Reminded of his claim that if the pair were allowed to go, it would mean that Arsenal could not be considered a big club, he came up with an oblique response. "Manchester United let [Cristiano] Ronaldo go," he said. "Do you think they are not a big club?"
In recompense for their departure, Arsenal will bank somewhere in the region of £50m. The season-ticket holders would like Wenger to have spent that money in advance on adding mature, authoritative players to his lightweight and predominantly young squad: someone to partner Thomas Vermaelen in central defence, someone to sit at the base of the midfield, and someone to score the goals that have been missing since the departure of Thierry Henry.
So far he has acquired Carl Jenkinson, a young English full-back, and three wingers: Gervinho, the Ivory Coast international, and two teenagers, the Japanese player Ryo Miyaichi and the English prodigy Alex Oxlade-Chamberlain. Total outlay: £24m. Out have gone Gaël Clichy (to Manchester City for £7m) and Denílson (on loan to São Paulo), soon to be followed by Nicklas Bendtner. "He is on his way out," Wenger confirmed. His destination? "He looks like he knows, but I don't know." No sign of the arrival of Phil Jagielka, Chris Samba, Gary Cahill, Scott Parker or Karim Benzema, the players most frequently linked with moves to the Emirates this summer.
By turns thoughtful, jocular, obdurate and mildly exasperated, Wenger dead-batted all discussion of deals yet to be concluded. "Society dies on speculation," he said in another freshly minted axiom.
There would be no deal, he said, for Juan Mata, the Valencia winger. And Jadson, Shakhtar Donetsk's Brazilian midfielder? "We are nowhere near doing that." But would he be introducing a new centre-back before the closing of the transfer window? "Yes, because Vermaelen played only five games last year."
His interrogators were more than usually aware that they were asking their questions on behalf of Arsenal's increasingly frustrated fans. Some of those supporters indulged in a little light booing of their team in the 1-1 draw against New York Red Bulls in the Emirates Cup two weeks ago, having detected, even in a pre-season friendly, signs of the mental softness they believe underlies the club's failure to win a trophy since the 2005 FA Cup.
Wenger continues to deny the existence of a flaw that was most visible in the match at St James's Park in February, when they led Newcastle 4-0 at the interval only to collapse to a 4-4 draw, and in the gift of a late winning goal to Birmingham City in the League Cup final that same month, which began the unravelling of their attempt to win four trophies.
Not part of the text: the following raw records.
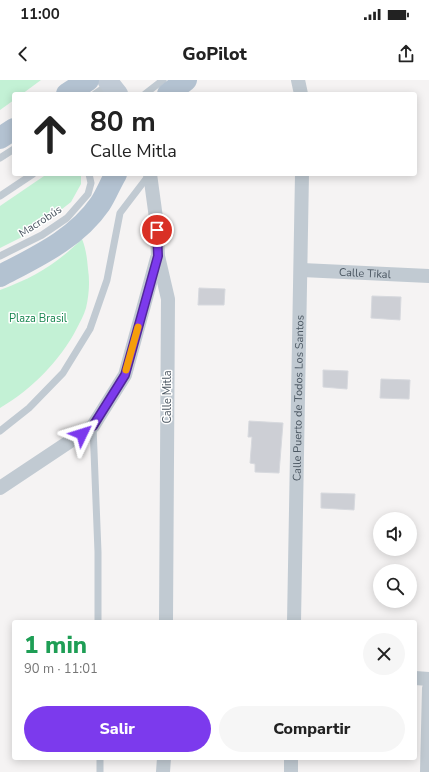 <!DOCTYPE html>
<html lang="es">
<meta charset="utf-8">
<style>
:root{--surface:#fff;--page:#f6f6f6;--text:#222;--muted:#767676;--accent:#7c3aed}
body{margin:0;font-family:"Nunito Sans",sans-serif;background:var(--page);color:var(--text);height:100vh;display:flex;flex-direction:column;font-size:15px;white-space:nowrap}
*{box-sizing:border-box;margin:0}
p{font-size:13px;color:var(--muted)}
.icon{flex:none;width:22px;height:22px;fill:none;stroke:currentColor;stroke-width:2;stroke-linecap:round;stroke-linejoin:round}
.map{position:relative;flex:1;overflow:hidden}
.details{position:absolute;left:12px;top:540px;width:405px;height:140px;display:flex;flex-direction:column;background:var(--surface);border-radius:4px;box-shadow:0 2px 10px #0003}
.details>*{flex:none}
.guide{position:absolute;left:12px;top:12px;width:405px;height:84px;border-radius:4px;box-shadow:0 2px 10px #0003;background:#fff;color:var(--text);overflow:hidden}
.tools{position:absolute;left:373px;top:432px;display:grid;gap:8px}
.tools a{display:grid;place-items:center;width:44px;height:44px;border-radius:50%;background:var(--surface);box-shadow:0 2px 10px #0003;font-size:20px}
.pin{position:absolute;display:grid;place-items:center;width:34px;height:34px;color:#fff;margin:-17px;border:2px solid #fff;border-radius:50%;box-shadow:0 1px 4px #0007}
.me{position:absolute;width:44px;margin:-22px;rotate:49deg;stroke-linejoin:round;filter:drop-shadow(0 0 3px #0008)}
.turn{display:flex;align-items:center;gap:14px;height:84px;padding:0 12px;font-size:18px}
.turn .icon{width:52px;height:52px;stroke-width:2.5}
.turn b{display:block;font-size:28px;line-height:34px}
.round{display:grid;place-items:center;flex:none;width:42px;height:42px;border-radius:21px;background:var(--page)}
.overview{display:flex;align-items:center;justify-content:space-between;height:68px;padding:0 12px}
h1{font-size:24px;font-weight:800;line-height:30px;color:#1e9e55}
.cta{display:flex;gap:8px;margin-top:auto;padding:8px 12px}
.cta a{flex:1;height:46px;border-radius:24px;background:var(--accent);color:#fff;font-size:16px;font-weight:800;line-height:46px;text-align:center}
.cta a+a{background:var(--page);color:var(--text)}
.status{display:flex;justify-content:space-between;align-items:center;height:28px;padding:0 20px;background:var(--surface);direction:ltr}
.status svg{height:11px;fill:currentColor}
header{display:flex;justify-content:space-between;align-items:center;height:52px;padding:0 12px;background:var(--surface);font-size:18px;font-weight:800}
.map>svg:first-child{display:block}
.green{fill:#c3f1d5}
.building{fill:#cdcfd5;stroke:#d7d9de}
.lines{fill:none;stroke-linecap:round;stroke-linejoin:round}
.lane{stroke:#c1cad2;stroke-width:7}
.street{stroke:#c1cad2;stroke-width:14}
.secondary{stroke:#c1cbd6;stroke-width:20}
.primary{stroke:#b3c2d1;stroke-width:22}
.route-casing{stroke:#51269a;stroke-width:10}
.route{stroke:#7c3aed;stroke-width:7}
.slow{stroke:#f59e0b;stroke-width:7}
.labels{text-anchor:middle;stroke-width:3;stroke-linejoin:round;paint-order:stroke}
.street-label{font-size:11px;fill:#4a5661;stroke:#fff}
.park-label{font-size:11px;fill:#17864f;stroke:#fff}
</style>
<div class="status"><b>11:00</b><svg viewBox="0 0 49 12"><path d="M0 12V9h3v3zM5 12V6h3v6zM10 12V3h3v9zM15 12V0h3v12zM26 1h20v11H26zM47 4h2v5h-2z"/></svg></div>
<header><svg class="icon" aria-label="back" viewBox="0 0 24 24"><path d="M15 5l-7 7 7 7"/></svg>GoPilot<svg class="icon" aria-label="share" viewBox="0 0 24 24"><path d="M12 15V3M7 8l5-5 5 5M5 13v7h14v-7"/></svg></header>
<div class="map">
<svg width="429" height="692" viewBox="0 0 429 692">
<rect width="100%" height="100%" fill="#f5f3f3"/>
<path class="green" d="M 0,0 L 41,0 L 22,14 L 14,14 L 14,20 L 0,30 Z
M 47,94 L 81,94 L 81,104 L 71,122 L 48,140 L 24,156 L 0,168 L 0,126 Z
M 82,159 C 86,169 87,178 88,189 C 90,202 89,215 86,228 C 84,235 80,242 77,248 C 60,281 32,309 0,328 L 0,210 C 35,197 55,185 82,159 Z"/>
<path class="building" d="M 199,208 L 225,209 L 224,225 L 198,225 Z
M 372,216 L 401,217 L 400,240 L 371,238 Z
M 323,290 L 348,291 L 347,309 L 323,307 Z
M 381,299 L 410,300 L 409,319 L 380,318 Z
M 249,341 L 283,343 L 279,393 L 255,392 L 255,384 L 250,383 L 252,357 L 248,357 Z
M 321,413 L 355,414 L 354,430 L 321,428 Z"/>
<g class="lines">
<path class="lane" d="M 95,14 L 108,5
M 145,14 L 163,0
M 0,78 L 14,69
M 0,116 L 33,94
M 0,176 L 42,155 L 67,138 L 88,114 L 91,103 L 89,94
M 93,346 L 98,472 L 98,542
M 0,351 L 29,328 L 63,293 L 90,249 L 107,200 L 120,133 L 149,95
M 100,678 L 100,692"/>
<g class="street">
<path d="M 298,0 L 301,14"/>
<path d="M 150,94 L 156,138 L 158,176 L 168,219 L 166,542"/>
<path id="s1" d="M 302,190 L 429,196"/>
<path d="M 0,408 L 93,346 L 125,295 L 157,178"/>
<path id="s2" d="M 294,542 L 302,94"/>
<path d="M 415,598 L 429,599"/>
<path d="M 163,692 L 164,678"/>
<path d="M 291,692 L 291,678"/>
<path d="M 427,692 L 429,608"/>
</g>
<path class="secondary" d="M 107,0 L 118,14"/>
<path class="primary" d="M 67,14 L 88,0
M 168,14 L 186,0
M 0,58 L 14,49
M 0,196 C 36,177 76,159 100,124 C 106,115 110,104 116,94"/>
</g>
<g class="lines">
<g class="route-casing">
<path id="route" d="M 82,354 L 93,346 L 125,295 L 158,176 L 157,150"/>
</g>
<use href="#route" class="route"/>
<path class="slow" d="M 126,290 L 138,247"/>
</g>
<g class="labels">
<g class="street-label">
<text transform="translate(40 141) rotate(-33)" y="4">Macrobús</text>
<text dy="4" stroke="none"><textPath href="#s1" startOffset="63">Calle Tikal</textPath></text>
<text transform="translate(167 317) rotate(-90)" y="4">Calle Mitla</text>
<text dy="4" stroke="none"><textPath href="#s2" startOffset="224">Calle Puerto de Todos Los Santos</textPath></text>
</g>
<g class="park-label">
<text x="38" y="242">Plaza Brasil</text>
</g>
</g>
</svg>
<div class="tools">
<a><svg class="icon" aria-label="sound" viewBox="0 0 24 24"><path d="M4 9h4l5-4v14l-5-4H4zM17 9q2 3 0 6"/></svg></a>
<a><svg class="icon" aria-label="search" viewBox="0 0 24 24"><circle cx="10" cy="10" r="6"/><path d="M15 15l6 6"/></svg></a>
</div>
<div class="pin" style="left:157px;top:150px;background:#d93025"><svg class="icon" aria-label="arrive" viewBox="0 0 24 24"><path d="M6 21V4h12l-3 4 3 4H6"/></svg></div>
<svg class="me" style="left:82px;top:354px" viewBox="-20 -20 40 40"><path d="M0-17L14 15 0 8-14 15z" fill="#7c3aed" stroke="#fff" stroke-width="4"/></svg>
<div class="guide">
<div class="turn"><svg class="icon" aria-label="ahead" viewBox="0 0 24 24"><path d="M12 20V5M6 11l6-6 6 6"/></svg><div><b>80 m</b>Calle Mitla</div></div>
</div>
<section class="details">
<div class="overview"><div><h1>1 min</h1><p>90 m · 11:01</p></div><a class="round"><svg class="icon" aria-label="close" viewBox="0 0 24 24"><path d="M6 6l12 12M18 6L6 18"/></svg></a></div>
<div class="cta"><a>Salir</a><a>Compartir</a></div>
</section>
</div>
"People forget that 4-4 is normally a good football game because you see eight goals," he said, temporarily forgetting the football manager's creed. "We had an exceptional first half, and we were only caught back when we played with 10 men [after Abou Diaby was sent off] and we conceded two penalties under very special circumstances. So on the day we were a bit unlucky and we didn't get any credit for that performance in the first half, maybe our best of the season."
This seemed a strange and unconvincing litany of excuses from a man who once said: "A great player is one who makes his team win. Anything else is just talk." But Wenger has earned the right to do things his way for at least one more season, even though his latest choice of captain – Robin van Persie – looks no more likely than Henry, William Gallas and Fábregas to fit the mould of Patrick Vieira, Arsenal's last trophy-winning leader, a focal point of resistance when the going got tough. "You always hear that," Wenger said. "But I think what would be very nice is to have 11 leaders. Football is not about one magical man who can make miracles."
The season's target, he said, is qualification for the Champions League, for the 14th year in a row. "We may not have won a trophy but we have been consistently in the top four. You will see one day that it is not as easy as it looks."